▶ _EXERCISE GOAL_
Look through the data below and extract, unchanged, the lines from the one that contains "border:10px solid #d22;" to the one that contains "display:flex; align-items:center; gap:24px;", both included.

Content starts

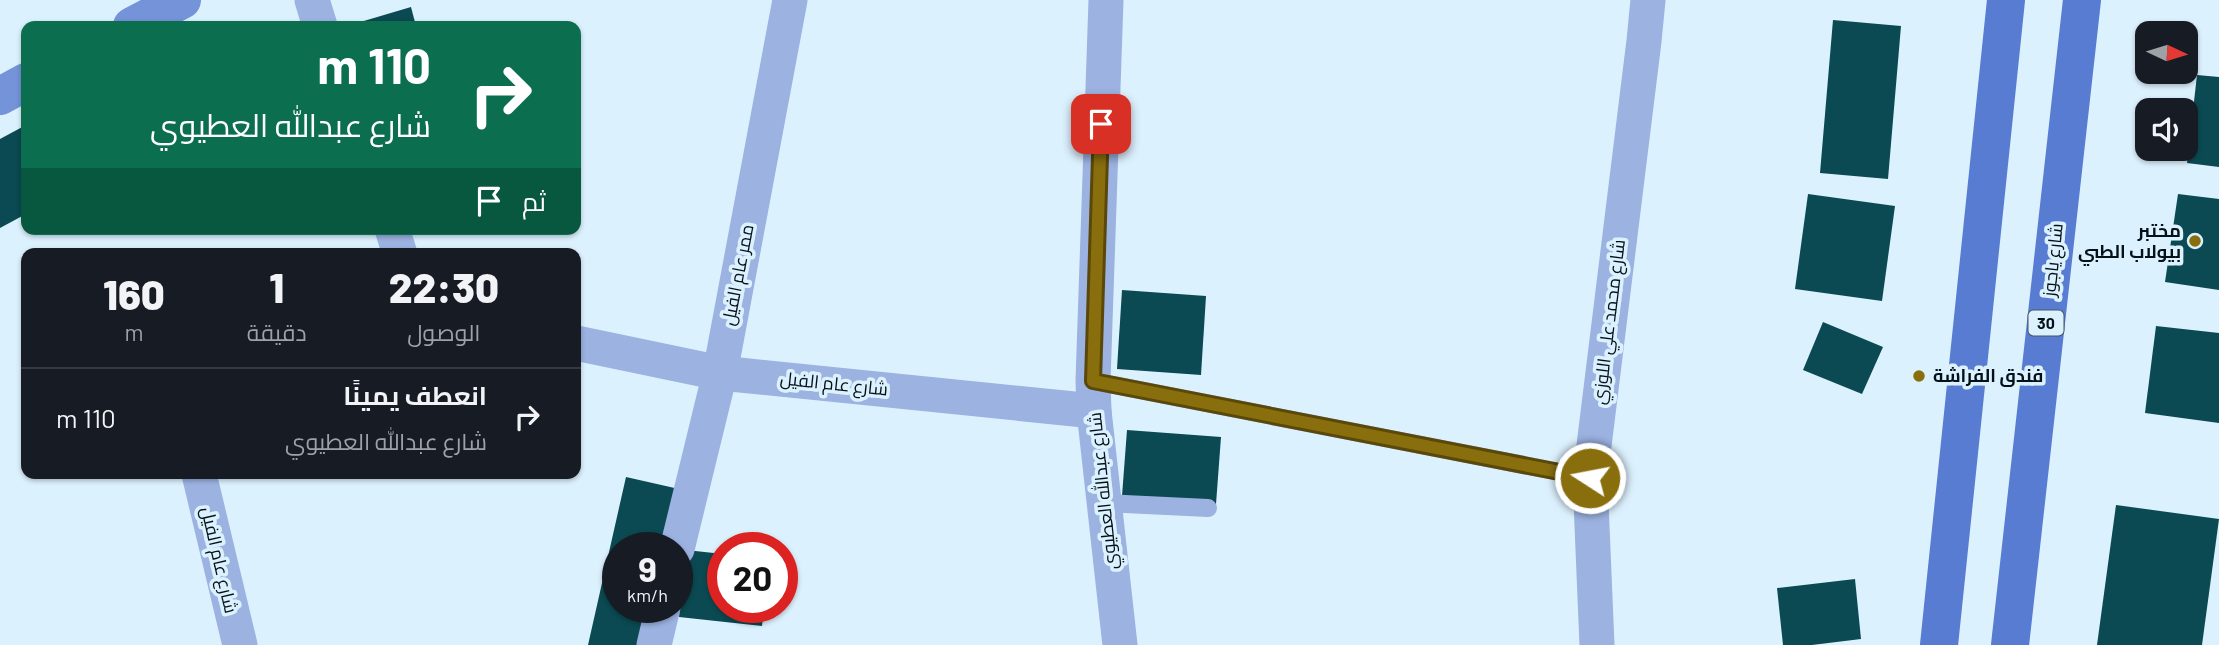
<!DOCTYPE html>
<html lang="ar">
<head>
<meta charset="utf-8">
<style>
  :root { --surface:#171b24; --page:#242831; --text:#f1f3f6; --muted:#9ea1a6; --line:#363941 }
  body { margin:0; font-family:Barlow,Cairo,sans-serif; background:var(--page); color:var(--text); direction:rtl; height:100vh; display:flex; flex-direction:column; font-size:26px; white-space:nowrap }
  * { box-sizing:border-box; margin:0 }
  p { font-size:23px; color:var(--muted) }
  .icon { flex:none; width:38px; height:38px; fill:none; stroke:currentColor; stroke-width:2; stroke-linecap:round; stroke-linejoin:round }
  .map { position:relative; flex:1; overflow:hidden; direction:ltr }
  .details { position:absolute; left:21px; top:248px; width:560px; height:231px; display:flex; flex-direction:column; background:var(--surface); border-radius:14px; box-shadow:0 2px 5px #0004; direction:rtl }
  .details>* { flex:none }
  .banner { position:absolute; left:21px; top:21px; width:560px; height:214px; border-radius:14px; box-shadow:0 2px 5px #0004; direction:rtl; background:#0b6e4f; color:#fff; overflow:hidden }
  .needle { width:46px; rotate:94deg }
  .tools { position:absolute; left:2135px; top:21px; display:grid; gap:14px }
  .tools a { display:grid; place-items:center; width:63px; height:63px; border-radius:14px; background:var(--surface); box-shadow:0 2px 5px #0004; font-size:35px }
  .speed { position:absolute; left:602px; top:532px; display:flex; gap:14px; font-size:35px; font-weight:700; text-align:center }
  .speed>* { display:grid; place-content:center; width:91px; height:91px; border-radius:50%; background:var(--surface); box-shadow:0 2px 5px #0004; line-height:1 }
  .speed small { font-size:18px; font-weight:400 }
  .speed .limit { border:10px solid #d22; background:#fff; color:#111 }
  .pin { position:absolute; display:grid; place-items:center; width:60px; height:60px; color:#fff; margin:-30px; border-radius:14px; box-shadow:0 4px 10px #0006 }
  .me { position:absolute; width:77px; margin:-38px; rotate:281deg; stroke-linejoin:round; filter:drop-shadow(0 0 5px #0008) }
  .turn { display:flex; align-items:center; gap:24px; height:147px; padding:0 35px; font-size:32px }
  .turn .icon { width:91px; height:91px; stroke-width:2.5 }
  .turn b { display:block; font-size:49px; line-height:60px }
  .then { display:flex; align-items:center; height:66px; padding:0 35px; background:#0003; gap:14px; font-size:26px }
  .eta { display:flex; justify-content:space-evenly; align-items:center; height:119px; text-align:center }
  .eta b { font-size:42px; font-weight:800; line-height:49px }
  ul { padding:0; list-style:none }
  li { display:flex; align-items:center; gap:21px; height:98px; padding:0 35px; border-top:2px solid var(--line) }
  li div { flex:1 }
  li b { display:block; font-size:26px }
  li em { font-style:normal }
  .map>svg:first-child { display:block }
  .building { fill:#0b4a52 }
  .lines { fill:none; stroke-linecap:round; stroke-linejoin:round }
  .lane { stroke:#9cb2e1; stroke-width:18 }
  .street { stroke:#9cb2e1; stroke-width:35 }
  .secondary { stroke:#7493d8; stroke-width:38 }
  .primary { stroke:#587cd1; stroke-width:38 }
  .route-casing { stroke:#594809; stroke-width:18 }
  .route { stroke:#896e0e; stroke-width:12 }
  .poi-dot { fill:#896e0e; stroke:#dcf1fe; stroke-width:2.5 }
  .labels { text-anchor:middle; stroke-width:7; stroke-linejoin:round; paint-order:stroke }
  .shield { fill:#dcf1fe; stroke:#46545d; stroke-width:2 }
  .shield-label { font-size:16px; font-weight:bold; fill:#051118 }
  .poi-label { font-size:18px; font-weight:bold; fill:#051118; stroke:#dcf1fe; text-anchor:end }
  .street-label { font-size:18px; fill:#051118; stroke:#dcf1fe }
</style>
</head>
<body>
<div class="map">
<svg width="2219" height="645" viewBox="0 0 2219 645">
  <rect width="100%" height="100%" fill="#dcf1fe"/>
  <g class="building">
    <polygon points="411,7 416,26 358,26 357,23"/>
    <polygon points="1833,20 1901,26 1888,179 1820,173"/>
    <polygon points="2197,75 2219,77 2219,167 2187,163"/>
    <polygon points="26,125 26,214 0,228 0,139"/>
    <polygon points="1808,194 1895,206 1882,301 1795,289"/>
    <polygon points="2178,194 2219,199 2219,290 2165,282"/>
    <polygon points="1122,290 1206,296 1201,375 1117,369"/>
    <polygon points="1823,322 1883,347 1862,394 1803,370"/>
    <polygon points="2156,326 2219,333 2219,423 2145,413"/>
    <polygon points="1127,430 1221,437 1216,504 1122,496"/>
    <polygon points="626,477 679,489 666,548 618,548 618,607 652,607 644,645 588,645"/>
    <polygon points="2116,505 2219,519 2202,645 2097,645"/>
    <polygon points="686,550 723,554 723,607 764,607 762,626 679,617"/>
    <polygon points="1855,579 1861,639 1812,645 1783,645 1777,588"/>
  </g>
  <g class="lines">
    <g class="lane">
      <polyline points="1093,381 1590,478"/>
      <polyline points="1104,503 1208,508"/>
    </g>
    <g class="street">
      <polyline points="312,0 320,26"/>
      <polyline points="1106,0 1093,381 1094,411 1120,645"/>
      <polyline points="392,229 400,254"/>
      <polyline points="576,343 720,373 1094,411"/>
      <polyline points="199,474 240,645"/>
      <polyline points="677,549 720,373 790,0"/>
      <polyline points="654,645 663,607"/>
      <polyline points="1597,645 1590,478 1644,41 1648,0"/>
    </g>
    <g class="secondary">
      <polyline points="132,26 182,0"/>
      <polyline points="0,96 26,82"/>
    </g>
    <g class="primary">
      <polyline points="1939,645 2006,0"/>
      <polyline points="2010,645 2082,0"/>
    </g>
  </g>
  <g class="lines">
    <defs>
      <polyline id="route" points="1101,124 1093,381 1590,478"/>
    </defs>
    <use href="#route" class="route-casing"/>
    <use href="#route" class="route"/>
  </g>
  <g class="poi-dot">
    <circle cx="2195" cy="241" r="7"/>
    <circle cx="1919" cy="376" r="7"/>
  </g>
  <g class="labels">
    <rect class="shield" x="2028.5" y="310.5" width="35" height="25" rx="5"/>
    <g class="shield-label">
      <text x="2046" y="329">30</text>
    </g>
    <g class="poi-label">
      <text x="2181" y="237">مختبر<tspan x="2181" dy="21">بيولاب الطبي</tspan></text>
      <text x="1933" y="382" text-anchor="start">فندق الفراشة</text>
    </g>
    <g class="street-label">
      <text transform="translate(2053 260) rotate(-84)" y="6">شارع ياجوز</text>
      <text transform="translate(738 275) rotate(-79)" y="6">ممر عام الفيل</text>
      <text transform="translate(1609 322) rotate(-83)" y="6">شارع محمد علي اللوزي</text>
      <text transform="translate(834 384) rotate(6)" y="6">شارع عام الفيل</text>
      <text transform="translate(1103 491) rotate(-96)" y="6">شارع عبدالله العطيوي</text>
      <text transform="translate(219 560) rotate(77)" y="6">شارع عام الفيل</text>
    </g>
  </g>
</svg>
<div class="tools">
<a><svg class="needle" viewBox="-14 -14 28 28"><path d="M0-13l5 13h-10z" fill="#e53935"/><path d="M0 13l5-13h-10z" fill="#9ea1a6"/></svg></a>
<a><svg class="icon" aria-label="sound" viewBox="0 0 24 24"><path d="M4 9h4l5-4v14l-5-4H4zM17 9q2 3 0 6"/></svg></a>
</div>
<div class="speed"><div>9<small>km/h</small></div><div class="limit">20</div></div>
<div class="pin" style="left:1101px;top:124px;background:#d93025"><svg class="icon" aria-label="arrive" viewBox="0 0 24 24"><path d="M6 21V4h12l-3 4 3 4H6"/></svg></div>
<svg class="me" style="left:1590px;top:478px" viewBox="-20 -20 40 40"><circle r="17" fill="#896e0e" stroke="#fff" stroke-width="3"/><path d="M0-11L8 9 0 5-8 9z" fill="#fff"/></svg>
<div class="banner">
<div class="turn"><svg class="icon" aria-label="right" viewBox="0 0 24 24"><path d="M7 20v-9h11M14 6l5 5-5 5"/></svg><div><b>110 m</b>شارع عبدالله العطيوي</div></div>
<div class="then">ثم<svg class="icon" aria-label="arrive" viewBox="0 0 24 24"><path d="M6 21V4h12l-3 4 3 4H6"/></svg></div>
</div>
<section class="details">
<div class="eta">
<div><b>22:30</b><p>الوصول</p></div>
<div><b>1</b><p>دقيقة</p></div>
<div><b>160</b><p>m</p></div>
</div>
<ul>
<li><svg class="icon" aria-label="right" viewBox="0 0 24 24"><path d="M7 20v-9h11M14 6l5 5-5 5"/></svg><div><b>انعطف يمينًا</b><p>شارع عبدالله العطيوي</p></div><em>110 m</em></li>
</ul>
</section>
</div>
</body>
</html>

Content ends
Content starts

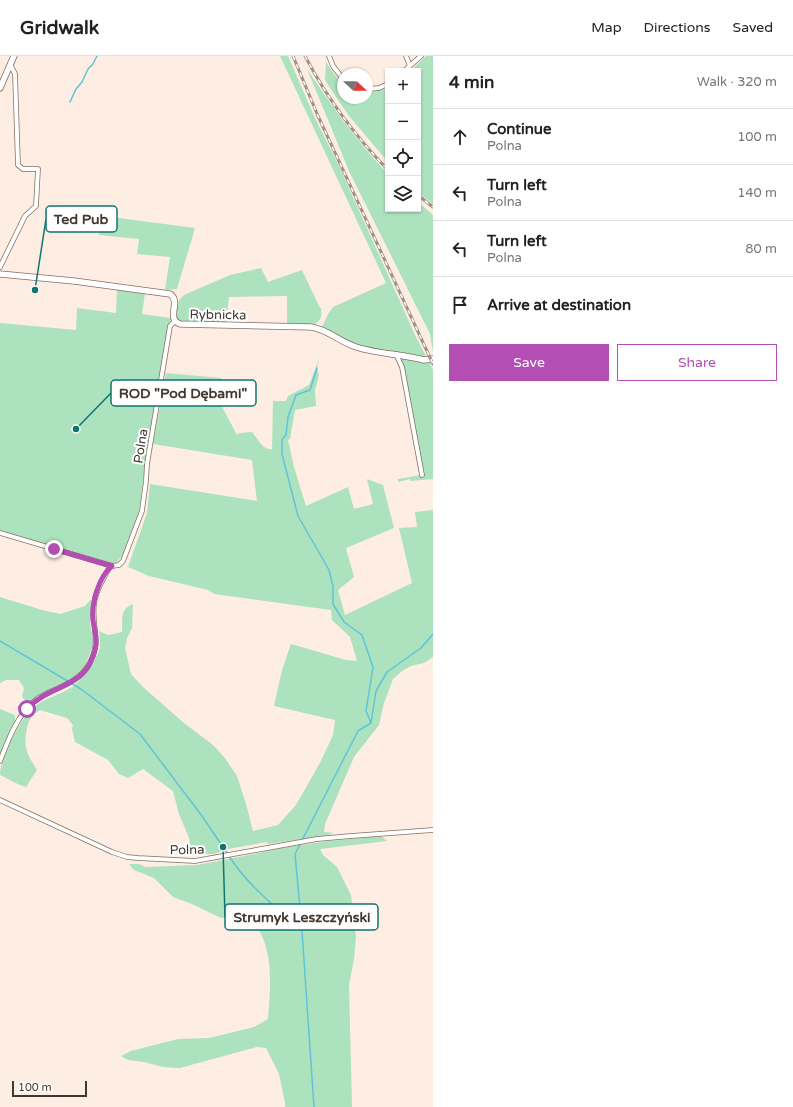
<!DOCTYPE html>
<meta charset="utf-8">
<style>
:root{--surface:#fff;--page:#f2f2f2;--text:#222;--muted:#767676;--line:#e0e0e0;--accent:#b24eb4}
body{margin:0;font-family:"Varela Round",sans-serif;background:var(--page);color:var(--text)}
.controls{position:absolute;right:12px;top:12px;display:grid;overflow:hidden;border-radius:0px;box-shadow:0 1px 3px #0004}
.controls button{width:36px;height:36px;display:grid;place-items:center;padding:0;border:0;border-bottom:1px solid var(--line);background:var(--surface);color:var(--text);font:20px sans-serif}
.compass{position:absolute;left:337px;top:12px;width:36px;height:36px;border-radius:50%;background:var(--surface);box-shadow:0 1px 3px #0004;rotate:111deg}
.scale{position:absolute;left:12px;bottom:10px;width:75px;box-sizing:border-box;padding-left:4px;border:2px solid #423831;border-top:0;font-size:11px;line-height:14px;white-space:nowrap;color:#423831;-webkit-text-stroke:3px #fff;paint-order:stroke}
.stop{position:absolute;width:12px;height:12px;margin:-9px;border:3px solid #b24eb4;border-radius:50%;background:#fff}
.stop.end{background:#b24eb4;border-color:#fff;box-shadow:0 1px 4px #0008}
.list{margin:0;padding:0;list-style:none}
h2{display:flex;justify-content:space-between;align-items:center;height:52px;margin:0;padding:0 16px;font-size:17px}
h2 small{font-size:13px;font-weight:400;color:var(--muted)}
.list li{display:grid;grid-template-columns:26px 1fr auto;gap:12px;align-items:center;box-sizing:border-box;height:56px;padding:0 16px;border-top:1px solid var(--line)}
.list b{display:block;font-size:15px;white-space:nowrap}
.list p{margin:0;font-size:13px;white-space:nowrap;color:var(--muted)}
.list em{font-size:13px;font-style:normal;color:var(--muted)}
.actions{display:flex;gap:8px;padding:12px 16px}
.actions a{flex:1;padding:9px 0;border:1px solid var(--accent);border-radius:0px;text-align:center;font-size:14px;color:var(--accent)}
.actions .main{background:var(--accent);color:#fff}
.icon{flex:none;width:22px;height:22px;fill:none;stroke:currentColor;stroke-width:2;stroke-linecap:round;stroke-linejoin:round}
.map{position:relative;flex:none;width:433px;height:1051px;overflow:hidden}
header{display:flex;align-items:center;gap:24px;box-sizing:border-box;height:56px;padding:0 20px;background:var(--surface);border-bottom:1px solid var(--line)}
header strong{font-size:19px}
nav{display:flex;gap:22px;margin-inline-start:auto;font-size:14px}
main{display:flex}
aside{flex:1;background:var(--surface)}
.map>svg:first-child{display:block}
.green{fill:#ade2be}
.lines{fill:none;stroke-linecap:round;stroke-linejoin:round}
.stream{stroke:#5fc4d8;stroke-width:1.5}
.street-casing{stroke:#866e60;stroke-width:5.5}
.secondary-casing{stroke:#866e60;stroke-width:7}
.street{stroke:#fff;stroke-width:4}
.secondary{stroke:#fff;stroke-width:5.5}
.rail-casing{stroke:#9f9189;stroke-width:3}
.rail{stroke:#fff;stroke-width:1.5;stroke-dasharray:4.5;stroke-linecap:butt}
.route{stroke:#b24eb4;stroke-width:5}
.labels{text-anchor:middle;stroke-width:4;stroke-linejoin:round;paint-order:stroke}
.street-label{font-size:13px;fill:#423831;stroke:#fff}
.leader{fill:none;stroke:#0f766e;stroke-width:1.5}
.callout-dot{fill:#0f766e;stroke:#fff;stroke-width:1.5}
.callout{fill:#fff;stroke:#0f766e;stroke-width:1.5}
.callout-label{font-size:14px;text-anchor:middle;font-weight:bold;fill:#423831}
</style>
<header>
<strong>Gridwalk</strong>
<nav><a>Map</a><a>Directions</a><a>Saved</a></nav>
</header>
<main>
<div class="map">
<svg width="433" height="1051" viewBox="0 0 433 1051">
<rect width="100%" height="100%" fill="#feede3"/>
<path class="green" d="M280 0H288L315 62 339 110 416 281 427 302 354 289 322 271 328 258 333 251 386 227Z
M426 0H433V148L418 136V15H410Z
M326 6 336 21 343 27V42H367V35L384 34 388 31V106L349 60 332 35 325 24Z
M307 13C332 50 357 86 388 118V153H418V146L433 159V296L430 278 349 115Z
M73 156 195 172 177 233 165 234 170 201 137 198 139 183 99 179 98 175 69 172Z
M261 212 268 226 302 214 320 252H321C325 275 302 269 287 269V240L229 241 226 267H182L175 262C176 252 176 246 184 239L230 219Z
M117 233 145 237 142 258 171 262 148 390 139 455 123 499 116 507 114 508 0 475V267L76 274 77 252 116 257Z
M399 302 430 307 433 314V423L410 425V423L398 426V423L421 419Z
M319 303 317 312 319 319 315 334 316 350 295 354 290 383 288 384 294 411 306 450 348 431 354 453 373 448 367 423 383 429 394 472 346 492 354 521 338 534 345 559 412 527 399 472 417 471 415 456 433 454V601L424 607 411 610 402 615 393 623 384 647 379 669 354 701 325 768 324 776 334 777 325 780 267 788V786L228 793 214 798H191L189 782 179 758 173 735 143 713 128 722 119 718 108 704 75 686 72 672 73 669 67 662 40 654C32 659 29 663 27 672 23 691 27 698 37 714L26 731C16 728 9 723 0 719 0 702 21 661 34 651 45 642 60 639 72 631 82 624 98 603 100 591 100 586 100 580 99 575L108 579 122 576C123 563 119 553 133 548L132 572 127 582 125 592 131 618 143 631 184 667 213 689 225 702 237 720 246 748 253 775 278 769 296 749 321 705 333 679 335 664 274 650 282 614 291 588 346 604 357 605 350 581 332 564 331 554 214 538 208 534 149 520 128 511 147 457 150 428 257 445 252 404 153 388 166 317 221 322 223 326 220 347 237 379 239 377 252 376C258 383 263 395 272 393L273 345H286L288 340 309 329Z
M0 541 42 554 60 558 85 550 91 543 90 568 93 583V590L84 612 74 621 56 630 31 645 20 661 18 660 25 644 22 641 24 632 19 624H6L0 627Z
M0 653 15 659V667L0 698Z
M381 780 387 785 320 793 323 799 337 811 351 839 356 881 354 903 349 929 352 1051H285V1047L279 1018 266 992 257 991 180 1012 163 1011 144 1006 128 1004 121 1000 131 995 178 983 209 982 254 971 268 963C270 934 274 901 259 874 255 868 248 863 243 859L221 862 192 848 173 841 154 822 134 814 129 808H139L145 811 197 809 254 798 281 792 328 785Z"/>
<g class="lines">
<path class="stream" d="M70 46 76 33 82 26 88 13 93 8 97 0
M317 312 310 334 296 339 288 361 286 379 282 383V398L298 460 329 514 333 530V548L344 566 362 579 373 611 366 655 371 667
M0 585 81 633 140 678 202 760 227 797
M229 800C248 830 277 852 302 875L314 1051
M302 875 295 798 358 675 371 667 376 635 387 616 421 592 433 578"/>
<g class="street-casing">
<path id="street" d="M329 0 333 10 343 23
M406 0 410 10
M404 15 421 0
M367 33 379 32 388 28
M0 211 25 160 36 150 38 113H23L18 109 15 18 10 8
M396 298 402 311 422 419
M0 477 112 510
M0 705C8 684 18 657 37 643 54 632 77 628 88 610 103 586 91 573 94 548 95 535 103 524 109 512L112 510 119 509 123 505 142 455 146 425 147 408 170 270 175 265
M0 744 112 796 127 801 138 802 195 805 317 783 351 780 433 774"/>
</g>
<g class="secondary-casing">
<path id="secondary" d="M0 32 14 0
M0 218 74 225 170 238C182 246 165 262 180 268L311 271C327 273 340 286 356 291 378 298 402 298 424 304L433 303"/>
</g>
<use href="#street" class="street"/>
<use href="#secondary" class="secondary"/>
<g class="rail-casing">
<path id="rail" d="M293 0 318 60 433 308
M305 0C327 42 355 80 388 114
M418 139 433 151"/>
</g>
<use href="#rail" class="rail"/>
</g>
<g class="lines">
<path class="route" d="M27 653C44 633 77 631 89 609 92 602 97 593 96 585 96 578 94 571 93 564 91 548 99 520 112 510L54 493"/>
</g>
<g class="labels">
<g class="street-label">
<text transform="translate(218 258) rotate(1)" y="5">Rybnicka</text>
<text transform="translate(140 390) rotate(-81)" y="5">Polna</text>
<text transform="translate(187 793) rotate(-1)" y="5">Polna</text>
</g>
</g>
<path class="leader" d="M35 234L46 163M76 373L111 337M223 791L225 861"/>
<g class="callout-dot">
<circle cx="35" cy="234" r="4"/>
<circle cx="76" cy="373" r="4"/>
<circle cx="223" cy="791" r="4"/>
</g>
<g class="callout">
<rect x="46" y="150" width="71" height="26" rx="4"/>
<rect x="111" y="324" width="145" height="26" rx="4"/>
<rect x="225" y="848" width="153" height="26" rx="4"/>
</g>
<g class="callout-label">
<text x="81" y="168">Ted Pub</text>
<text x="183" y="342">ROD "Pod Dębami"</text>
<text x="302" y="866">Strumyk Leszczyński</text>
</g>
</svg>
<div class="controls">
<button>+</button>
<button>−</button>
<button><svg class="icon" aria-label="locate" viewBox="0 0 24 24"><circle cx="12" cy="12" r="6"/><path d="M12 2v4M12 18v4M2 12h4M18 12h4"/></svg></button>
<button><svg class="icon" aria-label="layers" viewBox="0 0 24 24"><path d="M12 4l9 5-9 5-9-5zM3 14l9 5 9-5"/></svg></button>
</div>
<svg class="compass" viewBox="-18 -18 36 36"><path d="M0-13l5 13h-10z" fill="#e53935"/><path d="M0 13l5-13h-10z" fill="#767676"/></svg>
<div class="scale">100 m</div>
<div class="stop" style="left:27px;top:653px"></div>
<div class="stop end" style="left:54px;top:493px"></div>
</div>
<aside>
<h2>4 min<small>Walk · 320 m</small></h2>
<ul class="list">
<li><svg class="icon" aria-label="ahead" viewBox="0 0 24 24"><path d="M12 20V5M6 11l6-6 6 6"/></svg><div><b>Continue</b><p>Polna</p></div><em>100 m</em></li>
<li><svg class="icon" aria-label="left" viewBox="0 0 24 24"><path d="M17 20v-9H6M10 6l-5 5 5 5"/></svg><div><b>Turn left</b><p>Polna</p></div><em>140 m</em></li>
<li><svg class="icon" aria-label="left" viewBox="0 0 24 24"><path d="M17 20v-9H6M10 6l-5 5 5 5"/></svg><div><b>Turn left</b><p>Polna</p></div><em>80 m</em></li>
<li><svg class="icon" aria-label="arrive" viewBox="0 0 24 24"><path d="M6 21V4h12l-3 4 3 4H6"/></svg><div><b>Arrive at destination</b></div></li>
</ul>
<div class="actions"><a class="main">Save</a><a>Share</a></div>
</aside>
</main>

Content ends

▶ _RESPONSE_
  .speed .limit { border:10px solid #d22; background:#fff; color:#111 }
  .pin { position:absolute; display:grid; place-items:center; width:60px; height:60px; color:#fff; margin:-30px; border-radius:14px; box-shadow:0 4px 10px #0006 }
  .me { position:absolute; width:77px; margin:-38px; rotate:281deg; stroke-linejoin:round; filter:drop-shadow(0 0 5px #0008) }
  .turn { display:flex; align-items:center; gap:24px; height:147px; padding:0 35px; font-size:32px }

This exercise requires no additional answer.